* TASK OBJECTIVE
Using the data below, show every line where the word "canvas" occurs.

* INPUT MATERIAL
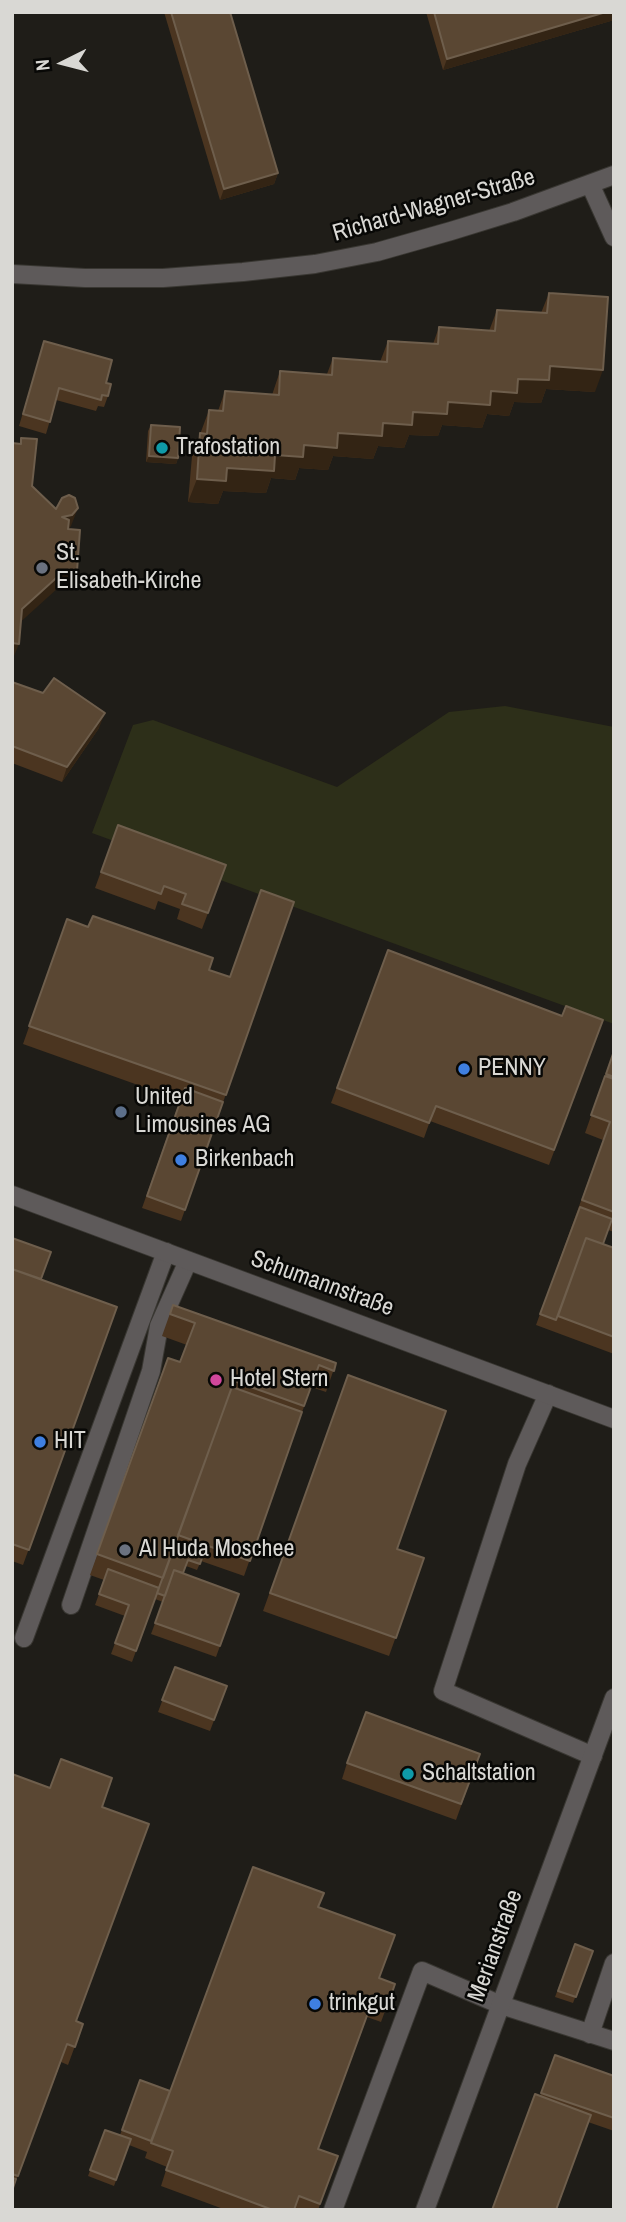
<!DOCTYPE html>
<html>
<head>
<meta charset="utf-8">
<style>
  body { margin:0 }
  #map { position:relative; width:626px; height:2222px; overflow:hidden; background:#1f1d18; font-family:"Archivo Narrow",sans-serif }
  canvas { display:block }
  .frame { position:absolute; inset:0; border:14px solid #d9d8d4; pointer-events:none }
  .north { position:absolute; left:28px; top:28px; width:70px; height:70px; -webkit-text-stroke:5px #080806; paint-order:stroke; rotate:264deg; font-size:19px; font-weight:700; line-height:28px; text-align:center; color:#d9d8d4 }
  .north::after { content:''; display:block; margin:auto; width:24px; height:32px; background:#d9d8d4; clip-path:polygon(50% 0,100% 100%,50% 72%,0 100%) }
</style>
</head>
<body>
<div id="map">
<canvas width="626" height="2222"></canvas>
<div class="frame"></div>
<div class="north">N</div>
</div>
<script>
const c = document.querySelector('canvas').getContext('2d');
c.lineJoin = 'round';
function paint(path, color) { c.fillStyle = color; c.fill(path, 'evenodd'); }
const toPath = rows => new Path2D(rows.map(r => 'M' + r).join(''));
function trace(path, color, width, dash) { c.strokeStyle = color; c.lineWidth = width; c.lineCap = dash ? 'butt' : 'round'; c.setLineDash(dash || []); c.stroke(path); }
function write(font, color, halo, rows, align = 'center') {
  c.font = font + ' "Archivo Narrow",sans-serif'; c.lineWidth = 5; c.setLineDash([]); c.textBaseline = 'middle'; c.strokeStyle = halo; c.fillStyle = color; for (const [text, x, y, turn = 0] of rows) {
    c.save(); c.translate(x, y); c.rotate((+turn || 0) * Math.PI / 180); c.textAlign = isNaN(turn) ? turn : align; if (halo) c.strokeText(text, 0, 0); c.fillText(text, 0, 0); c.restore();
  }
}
paint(toPath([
  [505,706,614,727,614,1024,92,833,133,725,153,720,337,787,449,712]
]), '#2d2f19');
const lane = toPath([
  [548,1394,517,1464,443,1691,593,1756],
  [71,1605,151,1371,159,1326,188,1261],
  [24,1638,166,1252],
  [590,2034,614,1963],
  [333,2210,422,1971,501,2005,614,2041]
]);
const street = toPath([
  [590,184,614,237],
  [12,274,85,278,163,278,243,272,315,264,377,252,451,231,513,212,614,175],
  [12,1195,614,1419],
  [425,2210,614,1698]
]);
trace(lane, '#393732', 20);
trace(street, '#393732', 20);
trace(lane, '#5e5a5a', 18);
trace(street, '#5e5a5a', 18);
paint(toPath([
  [164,12,230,12,278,173,274,184,220,200],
  [426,12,614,12,614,20,443,70],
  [549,293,595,392,546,389,541,403,514,402,509,416,487,414,482,428,442,425,438,436,409,435,404,448,378,446,373,459,333,456,328,470,299,468,295,480,271,478,266,493,223,491,218,504,188,502,192,456,209,410,218,411,225,391,272,395,280,371,327,374,333,358,380,362,388,341,433,344,439,327,489,331,497,310,541,313],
  [44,341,106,383,108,396,104,407,98,406,96,411,56,400,46,434,19,426],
  [151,425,178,458,176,464,146,462,148,431],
  [12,682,99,728,62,782,12,763],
  [118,825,226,865,202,929,177,919,180,909,158,901,155,910,95,888],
  [294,902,181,1221,142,1208,180,1100,23,1044,67,919,230,977],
  [388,950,562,1016,603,1020,549,1165,430,1121,424,1138,331,1103],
  [614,1051,614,1232,608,1230,603,1244,614,1248,614,1354,536,1325,603,1140,585,1133],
  [12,1238,41,1279,117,1307,23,1565,12,1561],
  [173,1305,336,1363,326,1392,311,1387,244,1576,201,1561,197,1570,186,1566,183,1573,239,1594,216,1657,151,1634,163,1602,155,1599,132,1662,111,1654,125,1616,95,1605,104,1580,90,1575,168,1358,180,1362,187,1345,162,1336],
  [348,1375,397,1549,424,1558,389,1656,263,1611],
  [175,1667,227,1686,210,1731,158,1712],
  [480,1754,456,1820,342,1779,347,1763],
  [12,1774,102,1807,76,2021,83,2024,68,2065,61,2062,12,2191],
  [319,1907,379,1978,395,1984,381,2022,367,2017,318,2149,338,2156,318,2210,226,2210,161,2186,167,2167,145,2158,148,2149,147,2152,129,2145,114,2186,88,2176,105,2130,120,2135,140,2080,170,2091],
  [575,1944,593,1951,573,2003,555,1997],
  [555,2055,614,2076,614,2131,588,2122,540,2096]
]), '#4b3520');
paint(toPath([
  [606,12,614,12,614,20,443,70,447,59],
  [278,173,274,184,220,200,224,189],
  [550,366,603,370,595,392,546,389,541,403,514,402,509,416,487,414,482,428,442,425,438,436,409,435,404,448,378,446,373,459,333,456,328,470,299,468,295,480,271,478,266,493,223,491,218,504,188,502,197,479,227,468,275,455,338,433,383,423,413,412,491,391,518,379],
  [149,456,178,458,176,464,146,462],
  [78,508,71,526,66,533,62,517],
  [65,570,77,571,71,589,58,588,15,627,22,609],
  [12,643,19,644,12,661],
  [105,713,99,728,62,782,67,767]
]), '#332414');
const building = toPath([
  [171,12,230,12,278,173,224,189,171,12],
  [434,12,606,12,447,59,434,12],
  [549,293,608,297,603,370,550,366,549,380,518,379,517,393,491,391,490,405,448,402,447,414,413,412,412,425,383,423,382,436,338,433,337,448,304,445,303,457,275,455,274,471,227,468,226,481,197,479,200,433,207,434,209,410,223,411,225,391,279,395,280,371,332,375,333,358,387,362,388,341,438,344,439,327,495,331,497,310,547,313,549,293],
  [44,341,112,360,106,383,111,384,108,396,102,395,101,400,59,388,50,422,23,414,44,341],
  [151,425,180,427,178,458,149,456,151,425],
  [21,438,37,439,32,486,56,509,62,498,69,495,75,498,78,508,72,515,62,517,69,520,68,529,80,530,77,571,65,570,22,609,19,644,12,643,12,443,21,444,21,438],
  [54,678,105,713,67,767,12,746,12,682,43,693,54,678],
  [118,825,226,865,208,913,182,904,186,894,164,886,161,894,101,872,118,825],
  [261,890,294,902,226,1095,29,1026,67,919,88,927,93,916,213,958,209,970,230,977,261,890],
  [388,950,562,1016,566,1006,603,1020,554,1150,436,1106,429,1123,337,1088,388,950],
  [614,1051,614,1077,606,1074,614,1051],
  [605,1076,614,1079,614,1212,582,1200,610,1122,591,1115,605,1076],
  [185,1088,223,1102,185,1210,147,1196,185,1088],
  [580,1207,612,1219,603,1244,586,1238,556,1320,540,1314,580,1207],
  [12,1238,51,1252,41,1279,12,1269,12,1238],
  [586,1238,614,1248,614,1337,558,1316,586,1238],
  [12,1269,117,1307,29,1550,12,1544,12,1269],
  [173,1305,336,1363,334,1371,319,1365,304,1406,234,1381,163,1578,97,1554,168,1358,180,1362,195,1323,170,1314,173,1305],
  [348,1375,446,1411,397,1549,424,1558,396,1638,270,1593,348,1375],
  [232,1387,302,1412,250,1561,178,1535,232,1387],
  [175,1544,203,1555,200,1564,188,1560,183,1573,174,1570,165,1596,157,1593,175,1544],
  [108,1569,159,1588,136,1651,115,1643,129,1605,99,1594,108,1569],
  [174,1570,239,1594,220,1646,155,1623,174,1570],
  [175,1667,227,1686,214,1720,162,1700,175,1667],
  [366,1712,480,1754,461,1804,347,1763,366,1712],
  [61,1759,112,1778,102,1807,149,1824,76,2021,83,2024,75,2047,67,2044,18,2176,12,2174,12,1774,50,1788,61,1759],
  [253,1867,324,1893,318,1907,395,1935,379,1978,395,1984,387,2007,372,2002,318,2149,338,2156,320,2204,299,2196,294,2210,273,2210,166,2170,173,2151,151,2143,253,1867],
  [575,1944,593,1951,576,1997,558,1991,575,1944],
  [555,2055,614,2076,614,2118,541,2093,555,2055],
  [140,2080,170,2091,151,2141,122,2130,140,2080],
  [535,2094,591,2115,556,2210,492,2210,535,2094],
  [105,2130,131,2139,116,2180,90,2170,105,2130],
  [12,2178,16,2179,12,2191,12,2178]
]);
paint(building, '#5a4733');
trace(building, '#6e5e4c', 2);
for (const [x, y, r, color] of [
  [162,448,7,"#0f9aa8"],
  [42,568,7,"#6b7280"],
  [464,1069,7,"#3f7fe0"],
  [121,1112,7,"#5c6f8a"],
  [181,1160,7,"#3f7fe0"],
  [216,1380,7,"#d1479c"],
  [40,1442,7,"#3f7fe0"],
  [125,1550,7,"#6b7280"],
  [408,1774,7,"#0f9aa8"],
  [315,2004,7,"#3f7fe0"]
]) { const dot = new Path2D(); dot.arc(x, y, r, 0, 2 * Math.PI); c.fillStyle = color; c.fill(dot); trace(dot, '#080806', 2.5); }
write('24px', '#d9d8d4', '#080806', [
  ["Richard-Wagner-Straße",434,206,-16],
  ["Schumannstraße",322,1284,20],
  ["Merianstraße",496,1946,-70]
]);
write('24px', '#d9d8d4', '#080806', [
  ["Trafostation",176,448],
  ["St.",56,554],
  ["Elisabeth-Kirche",56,582],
  ["PENNY",478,1069],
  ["United",135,1098],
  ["Limousines AG",135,1126],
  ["Birkenbach",195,1160],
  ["Hotel Stern",230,1380],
  ["HIT",54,1442],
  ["Al Huda Moschee",139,1550],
  ["Schaltstation",422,1774],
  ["trinkgut",329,2004]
], 'left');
</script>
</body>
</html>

* ANSWER FOR THE TASK
  canvas { display:block }
<canvas width="626" height="2222"></canvas>
const c = document.querySelector('canvas').getContext('2d');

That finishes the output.